The plaintiffs believe the 79 tokens, created by various entities and developers, qualify as "investment contracts" and meet the legal criteria for securities under a precedent set by the U.S. Supreme Court in SEC v. W.J. Howey Co. A bulk of the tokens have plunged or bounced up and down in value since they were first issued, and at least one of the three plaintiffs had bought and sold each of the tokens at different occasions at a loss, according to the complaint.
SEC v. W.J. Howey Co. led to what's known as the Howey test, which determines that an investment contract exists if a party is betting money on a common project with the expectation that profits may arise through the efforts of others.

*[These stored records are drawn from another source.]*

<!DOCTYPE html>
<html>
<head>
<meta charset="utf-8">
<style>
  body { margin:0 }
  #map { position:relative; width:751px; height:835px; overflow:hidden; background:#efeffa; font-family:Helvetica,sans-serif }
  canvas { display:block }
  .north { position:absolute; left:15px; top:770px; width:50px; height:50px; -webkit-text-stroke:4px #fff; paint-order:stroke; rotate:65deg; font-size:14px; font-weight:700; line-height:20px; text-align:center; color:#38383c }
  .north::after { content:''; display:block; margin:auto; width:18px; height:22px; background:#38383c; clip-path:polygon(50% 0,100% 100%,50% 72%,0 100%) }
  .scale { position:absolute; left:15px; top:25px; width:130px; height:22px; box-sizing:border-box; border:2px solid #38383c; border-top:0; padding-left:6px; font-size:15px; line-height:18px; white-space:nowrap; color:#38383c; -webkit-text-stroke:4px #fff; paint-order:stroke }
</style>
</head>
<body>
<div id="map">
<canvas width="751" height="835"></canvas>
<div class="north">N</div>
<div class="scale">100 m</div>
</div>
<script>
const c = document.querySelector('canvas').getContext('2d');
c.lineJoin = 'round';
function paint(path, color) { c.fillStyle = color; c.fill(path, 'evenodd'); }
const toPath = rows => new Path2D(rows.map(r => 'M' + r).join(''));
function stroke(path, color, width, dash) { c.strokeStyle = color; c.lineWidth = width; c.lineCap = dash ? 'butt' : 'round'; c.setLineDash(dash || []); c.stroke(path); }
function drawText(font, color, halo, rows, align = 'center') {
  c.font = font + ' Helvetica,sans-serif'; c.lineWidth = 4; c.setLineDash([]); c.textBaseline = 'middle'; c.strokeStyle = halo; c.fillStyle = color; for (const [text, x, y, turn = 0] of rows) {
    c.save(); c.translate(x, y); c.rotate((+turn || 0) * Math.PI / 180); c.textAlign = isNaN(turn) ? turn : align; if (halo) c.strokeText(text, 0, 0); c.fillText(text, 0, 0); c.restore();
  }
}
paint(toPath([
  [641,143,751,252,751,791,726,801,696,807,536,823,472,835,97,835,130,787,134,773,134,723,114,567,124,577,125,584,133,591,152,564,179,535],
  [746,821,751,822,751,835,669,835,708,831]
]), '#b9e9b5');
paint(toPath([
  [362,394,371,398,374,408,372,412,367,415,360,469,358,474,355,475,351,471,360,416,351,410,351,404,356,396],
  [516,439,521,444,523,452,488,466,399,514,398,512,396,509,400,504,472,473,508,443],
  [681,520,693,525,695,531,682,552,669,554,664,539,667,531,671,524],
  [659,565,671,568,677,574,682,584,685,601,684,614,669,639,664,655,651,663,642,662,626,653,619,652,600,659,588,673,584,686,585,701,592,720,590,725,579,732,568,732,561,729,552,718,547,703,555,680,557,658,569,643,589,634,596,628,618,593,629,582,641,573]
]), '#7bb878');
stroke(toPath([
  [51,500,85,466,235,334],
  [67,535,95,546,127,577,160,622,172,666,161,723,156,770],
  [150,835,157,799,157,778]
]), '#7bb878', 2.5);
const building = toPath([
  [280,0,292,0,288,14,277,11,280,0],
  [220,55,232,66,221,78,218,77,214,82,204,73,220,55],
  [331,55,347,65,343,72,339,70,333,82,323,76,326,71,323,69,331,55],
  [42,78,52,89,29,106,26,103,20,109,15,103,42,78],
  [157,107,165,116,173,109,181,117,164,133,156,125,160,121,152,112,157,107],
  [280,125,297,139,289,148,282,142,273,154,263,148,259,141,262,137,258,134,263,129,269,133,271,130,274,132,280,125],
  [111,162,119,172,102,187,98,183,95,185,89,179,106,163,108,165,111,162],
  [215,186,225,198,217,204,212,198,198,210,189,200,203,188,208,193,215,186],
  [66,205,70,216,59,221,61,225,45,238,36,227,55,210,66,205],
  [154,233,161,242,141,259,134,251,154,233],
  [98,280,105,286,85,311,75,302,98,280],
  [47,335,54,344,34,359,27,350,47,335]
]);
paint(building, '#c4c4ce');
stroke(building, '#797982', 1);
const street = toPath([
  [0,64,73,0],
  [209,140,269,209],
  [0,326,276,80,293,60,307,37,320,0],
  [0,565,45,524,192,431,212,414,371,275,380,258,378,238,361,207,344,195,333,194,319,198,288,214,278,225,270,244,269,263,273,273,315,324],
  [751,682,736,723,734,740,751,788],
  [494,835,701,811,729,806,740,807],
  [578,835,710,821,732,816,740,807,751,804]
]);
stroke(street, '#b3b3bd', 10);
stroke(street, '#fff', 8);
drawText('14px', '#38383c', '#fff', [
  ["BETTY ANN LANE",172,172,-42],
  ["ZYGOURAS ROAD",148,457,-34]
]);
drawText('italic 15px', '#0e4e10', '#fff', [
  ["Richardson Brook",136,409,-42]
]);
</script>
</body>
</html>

The cryptocurrency buyers in Friday's suit said digital assets are like traditional securities because they represent an "investment in a project that is to be undertaken with the funds raised through the sale of the tokens."

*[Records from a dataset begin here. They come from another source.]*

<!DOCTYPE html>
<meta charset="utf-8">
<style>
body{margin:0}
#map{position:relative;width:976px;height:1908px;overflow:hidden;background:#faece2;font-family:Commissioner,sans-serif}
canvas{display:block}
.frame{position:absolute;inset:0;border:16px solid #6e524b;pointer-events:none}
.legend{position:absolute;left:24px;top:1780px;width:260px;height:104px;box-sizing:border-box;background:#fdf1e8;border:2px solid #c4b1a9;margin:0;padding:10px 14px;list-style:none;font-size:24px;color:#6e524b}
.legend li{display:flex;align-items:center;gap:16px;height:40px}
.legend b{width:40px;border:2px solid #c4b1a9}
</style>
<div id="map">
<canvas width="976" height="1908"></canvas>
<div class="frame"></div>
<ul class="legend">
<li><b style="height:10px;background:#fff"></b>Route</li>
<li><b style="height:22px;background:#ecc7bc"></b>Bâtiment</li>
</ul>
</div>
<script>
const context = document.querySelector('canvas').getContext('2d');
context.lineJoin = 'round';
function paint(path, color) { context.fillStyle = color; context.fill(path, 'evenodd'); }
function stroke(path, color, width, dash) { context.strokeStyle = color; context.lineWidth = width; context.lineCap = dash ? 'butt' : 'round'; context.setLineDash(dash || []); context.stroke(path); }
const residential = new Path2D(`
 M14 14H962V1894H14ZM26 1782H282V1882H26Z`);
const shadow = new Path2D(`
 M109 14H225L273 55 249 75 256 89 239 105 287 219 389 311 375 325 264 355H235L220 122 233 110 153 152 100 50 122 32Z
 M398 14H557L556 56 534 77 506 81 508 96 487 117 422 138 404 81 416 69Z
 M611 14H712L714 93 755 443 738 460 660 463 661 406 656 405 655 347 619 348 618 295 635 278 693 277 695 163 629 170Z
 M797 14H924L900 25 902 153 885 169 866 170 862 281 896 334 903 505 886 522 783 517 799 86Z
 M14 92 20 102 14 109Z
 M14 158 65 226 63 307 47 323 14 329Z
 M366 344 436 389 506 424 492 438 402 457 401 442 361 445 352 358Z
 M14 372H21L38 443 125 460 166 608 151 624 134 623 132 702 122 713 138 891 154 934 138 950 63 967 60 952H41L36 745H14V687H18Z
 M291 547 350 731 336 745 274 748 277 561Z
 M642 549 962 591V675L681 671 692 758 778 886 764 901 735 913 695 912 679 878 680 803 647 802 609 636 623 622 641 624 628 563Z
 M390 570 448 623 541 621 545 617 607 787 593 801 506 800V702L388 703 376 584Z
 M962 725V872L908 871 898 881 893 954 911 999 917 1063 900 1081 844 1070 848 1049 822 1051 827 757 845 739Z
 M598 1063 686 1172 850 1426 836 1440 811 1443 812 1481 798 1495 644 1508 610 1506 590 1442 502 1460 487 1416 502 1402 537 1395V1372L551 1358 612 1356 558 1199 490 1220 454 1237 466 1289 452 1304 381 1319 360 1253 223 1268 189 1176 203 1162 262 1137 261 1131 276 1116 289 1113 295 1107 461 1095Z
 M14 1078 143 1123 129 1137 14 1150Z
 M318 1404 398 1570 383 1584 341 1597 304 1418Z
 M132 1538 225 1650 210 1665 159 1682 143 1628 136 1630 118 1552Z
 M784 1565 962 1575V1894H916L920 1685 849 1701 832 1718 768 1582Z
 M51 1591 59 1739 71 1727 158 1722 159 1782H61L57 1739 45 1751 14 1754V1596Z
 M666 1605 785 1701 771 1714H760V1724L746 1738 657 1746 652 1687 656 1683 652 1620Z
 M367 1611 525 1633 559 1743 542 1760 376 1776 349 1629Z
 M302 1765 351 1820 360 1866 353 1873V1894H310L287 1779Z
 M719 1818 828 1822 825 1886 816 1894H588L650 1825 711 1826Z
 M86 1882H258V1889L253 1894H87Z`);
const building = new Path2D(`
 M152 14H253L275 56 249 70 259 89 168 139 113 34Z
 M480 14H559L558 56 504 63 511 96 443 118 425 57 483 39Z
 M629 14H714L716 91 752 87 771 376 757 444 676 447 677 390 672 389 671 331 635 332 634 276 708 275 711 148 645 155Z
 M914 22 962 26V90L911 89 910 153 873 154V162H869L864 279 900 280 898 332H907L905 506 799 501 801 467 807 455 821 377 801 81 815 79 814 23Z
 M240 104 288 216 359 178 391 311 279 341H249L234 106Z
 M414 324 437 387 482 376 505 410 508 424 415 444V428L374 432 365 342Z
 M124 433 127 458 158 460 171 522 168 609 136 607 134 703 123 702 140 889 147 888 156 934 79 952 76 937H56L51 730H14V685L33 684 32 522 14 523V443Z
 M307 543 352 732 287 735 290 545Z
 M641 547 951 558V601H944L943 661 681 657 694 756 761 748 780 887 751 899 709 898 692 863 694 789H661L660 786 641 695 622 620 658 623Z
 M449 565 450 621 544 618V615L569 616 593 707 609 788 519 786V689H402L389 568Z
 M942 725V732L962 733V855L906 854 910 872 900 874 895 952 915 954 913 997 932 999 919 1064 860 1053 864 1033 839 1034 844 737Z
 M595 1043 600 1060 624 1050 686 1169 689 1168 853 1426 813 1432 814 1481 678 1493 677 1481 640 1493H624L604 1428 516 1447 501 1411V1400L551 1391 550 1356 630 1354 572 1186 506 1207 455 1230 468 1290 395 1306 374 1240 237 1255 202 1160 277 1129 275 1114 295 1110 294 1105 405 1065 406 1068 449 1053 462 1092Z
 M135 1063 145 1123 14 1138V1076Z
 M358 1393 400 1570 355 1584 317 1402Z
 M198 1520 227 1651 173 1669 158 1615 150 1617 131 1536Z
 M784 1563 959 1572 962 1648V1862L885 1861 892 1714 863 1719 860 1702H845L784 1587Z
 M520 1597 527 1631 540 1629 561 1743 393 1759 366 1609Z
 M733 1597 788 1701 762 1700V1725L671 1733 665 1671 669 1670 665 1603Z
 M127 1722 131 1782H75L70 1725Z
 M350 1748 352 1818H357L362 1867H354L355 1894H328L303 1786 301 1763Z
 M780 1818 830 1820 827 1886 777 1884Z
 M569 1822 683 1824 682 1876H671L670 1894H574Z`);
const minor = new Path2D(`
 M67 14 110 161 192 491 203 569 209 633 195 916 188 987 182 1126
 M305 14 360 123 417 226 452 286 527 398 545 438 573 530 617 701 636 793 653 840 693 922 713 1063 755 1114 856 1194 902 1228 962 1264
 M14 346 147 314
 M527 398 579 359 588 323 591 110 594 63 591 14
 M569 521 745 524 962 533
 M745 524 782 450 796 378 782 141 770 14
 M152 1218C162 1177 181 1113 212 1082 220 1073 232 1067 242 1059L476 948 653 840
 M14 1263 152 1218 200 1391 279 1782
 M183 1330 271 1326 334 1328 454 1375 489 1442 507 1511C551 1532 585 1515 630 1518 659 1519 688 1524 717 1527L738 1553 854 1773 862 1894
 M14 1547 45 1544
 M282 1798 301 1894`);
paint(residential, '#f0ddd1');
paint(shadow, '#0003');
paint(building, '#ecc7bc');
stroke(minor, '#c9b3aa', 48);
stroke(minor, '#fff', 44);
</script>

Tokens are usually offered to the public through an initial coin offering, the buyers say, which itself is modeled after the traditional initial public offering process. Digital-asset developers will typically provide a document called a "whitepaper" to describe the tokens they are selling, but those documents don't meet the requirements for a prospectus under federal and state securities laws, the buyers say.
The crypto buyers also allege Coinbase acts as an "intermediary" in every transaction it carries out on its two platforms, through which the company charges transaction fees.
According to the complaint, unlike a platform that matches a buyer and a seller, Coinbase "stands between the buyer and seller," meaning that it is the "actual seller" of the tokens that trade each day on the platform.
"When a user wants to withdraw crypto-assets from Coinbase or another centralized exchange, she tells the exchange the address into which she would like her crypto-assets transferred. The exchange then debits the user's account and transfers a corresponding amount of crypto-asset from the exchange's reserves to that address," the buyers said. "The withdrawn assets come directly from the centralized exchange."
"Both of the Coinbase exchanges operate as centralized exchanges," the buyers added. "They differ in the services and fees involved, but both place all deposited assets into a centralized wallet and reflect transactions only through internal updates to each customer's account."
The three cryptocurrency buyers are alleging 15 counts of violations of federal and state securities and exchange laws, according to the complaint.
They are asking the court to prohibit Coinbase from trading tokens without legally registering as a national securities exchange or broker-dealer and are seeking damages for money they lost while trading within the class period and for the transaction fees the platform charged.
The suit arrives nearly a year after a slew of proposed class actions aimed at cryptocurrency companies alleging securities fraud were voluntarily dismissed in New York federal court.
The investors in those suits withdrew their cases after similar suits were dismissed by the courts earlier on. In one of the earlier cases, U.S. District Judge Denise Cote found that the named plaintiff had filed claims too late and didn't have standing to pursue claims for tokens he hadn't purchased.
Counsel for the plaintiffs and a representative of Coinbase declined to comment Monday.
The plaintiffs are represented by Jordan A. Goldstein and Mitchell Nobel of Selendy Gay Elsberg PLLC and Steven L. Bloch and Ian W. Sloss of Silver Golub & Teitell LLP.
Coinbase is represented by Jay B. Kasner, Abigail Elizabeth Davis, Alexander C. Drylewski and Lara A. Flath of Skadden Arps Slate Meagher & Flom LLP.
The case is Underwood et al. v. Coinbase Global Inc., case number 1:21-cv-08353, in the U.S. District Court for the Southern District of New York.